Last week, Roku said it had reached a deal to add dozens of shows from the defunct Quibi streaming platform to the Roku Channel. That’s Roku’s own channel that offers shows and movies free to users, with advertisements.

“We like the Quibi acquisition,” Bazinet wrote. “Our back-of-the-envelope math suggests each active account has to watch 0.5% of Quibi’s entire library for Roku to break even. We believe any consumption above these levels will result in incremental value for Roku shareholders.”

Roku stock has soared about 200% in the past 12 months. The company said it added 14 million active accounts in 2020, as the pandemic kept folks at home, streaming shows like “Tiger King” and “The Queen’s Gambit.”

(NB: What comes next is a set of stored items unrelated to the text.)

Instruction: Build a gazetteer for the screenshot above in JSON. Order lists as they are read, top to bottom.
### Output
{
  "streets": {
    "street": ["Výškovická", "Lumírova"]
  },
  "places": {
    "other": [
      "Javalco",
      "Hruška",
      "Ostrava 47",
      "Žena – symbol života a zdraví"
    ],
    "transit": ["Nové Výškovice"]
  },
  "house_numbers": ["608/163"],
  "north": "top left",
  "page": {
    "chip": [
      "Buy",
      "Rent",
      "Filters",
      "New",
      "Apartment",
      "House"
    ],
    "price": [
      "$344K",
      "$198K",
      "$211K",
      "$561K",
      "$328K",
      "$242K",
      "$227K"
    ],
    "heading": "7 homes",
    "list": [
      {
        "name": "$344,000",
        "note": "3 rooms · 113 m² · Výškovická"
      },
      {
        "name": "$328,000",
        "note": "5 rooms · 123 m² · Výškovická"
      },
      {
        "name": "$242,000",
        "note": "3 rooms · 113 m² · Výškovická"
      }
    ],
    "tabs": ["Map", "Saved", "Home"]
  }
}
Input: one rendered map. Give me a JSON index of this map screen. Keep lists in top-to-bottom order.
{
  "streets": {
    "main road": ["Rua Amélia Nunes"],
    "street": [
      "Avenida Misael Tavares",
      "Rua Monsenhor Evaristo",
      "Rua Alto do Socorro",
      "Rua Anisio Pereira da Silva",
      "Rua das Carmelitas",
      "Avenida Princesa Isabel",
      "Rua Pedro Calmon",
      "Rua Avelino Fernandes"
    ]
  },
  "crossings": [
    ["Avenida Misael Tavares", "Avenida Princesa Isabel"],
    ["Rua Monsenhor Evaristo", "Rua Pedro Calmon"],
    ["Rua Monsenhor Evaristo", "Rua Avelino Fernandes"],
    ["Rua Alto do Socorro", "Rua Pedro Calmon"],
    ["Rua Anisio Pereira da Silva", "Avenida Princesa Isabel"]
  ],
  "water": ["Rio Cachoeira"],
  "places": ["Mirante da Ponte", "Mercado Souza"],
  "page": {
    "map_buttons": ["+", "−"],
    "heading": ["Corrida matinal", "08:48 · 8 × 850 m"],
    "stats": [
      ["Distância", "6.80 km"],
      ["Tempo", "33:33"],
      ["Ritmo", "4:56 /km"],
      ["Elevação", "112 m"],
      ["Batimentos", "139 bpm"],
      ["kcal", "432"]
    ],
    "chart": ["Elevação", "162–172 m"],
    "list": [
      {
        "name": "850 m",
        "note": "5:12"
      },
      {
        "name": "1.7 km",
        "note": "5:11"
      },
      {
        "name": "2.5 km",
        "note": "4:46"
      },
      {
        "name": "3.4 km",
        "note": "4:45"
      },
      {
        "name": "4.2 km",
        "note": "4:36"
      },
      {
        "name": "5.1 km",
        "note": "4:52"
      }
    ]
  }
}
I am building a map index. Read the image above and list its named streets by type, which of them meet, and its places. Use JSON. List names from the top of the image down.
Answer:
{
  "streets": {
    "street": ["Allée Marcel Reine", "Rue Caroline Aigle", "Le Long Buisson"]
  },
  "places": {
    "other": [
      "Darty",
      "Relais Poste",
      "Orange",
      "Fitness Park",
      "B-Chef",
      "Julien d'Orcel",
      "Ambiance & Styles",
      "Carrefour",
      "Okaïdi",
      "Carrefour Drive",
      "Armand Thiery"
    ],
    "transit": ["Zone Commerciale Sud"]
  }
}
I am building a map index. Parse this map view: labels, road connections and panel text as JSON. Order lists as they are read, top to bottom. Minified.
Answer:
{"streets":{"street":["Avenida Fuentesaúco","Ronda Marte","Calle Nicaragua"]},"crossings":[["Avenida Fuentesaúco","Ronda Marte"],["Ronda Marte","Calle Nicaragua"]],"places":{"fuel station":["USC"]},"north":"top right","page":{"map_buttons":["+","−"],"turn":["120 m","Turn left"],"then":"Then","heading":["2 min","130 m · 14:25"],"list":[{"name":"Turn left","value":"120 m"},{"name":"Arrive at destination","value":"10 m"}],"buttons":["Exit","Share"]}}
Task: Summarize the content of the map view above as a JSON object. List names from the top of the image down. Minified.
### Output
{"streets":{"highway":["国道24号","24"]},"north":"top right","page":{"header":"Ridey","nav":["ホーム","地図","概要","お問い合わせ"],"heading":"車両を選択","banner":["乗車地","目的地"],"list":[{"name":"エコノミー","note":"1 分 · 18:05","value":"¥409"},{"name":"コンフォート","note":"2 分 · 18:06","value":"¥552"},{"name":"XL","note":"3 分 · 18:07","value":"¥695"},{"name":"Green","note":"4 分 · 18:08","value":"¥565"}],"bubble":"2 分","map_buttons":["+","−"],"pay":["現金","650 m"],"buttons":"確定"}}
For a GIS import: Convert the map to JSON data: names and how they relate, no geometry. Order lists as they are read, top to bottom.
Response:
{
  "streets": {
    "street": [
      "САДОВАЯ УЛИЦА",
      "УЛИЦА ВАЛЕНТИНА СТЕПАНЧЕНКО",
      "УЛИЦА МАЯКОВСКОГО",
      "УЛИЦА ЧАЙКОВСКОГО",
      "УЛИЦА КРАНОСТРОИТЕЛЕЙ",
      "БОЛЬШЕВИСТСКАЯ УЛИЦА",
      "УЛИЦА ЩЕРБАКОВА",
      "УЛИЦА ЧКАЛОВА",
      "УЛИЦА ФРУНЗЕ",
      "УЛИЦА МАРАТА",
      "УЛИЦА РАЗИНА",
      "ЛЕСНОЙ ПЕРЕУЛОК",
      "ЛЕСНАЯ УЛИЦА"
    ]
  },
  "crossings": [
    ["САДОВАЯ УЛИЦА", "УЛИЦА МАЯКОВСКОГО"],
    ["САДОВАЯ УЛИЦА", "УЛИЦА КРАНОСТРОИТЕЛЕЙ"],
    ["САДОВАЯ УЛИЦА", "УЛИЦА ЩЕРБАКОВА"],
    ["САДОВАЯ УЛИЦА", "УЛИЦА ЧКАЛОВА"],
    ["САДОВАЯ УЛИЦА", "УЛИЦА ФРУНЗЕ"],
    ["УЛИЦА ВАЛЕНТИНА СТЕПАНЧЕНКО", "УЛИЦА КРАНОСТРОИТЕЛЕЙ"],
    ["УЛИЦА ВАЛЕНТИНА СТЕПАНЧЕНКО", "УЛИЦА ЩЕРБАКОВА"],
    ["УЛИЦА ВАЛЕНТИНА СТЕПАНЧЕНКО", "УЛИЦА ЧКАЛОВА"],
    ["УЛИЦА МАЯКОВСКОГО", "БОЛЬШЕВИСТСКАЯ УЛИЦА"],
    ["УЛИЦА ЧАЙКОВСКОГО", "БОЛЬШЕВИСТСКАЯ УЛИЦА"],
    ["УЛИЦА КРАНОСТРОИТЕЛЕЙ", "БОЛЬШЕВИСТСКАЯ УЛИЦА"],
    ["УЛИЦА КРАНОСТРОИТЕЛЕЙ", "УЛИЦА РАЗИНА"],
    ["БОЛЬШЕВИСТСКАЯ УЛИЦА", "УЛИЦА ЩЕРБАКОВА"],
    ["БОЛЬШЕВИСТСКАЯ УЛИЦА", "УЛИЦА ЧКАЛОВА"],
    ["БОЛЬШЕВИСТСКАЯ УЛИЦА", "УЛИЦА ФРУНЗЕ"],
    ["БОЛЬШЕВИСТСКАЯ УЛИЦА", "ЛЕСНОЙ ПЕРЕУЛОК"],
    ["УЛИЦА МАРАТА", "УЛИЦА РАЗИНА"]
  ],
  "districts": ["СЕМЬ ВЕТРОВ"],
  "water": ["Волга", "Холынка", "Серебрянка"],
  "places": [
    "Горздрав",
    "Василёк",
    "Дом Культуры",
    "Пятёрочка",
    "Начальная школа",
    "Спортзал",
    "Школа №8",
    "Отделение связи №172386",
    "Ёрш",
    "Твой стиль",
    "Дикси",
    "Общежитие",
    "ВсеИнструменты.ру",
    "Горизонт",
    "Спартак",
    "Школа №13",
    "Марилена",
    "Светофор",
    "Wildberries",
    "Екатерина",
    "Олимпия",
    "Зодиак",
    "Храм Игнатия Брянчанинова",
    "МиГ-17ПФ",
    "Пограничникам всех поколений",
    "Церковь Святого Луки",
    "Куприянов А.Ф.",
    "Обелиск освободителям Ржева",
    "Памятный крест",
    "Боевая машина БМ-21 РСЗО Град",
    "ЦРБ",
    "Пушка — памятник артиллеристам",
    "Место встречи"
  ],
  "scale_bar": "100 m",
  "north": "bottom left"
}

While advertising spending has been affected by the pandemic’s hit to travel and leisure companies, bulls expect that to bounce back in the coming year. When that happens, Roku has millions of new users to monetize.

Bazinet sees momentum, following last week’s announcement that the company ended the year with 51.2 million active accounts, up from 46 million at the end of the third quarter. He expects that momentum to continue into 2021.

Roku stock was up 2%, to $407.10, shortly after the market opened on Monday. The S&P 500 index was down 0.6%.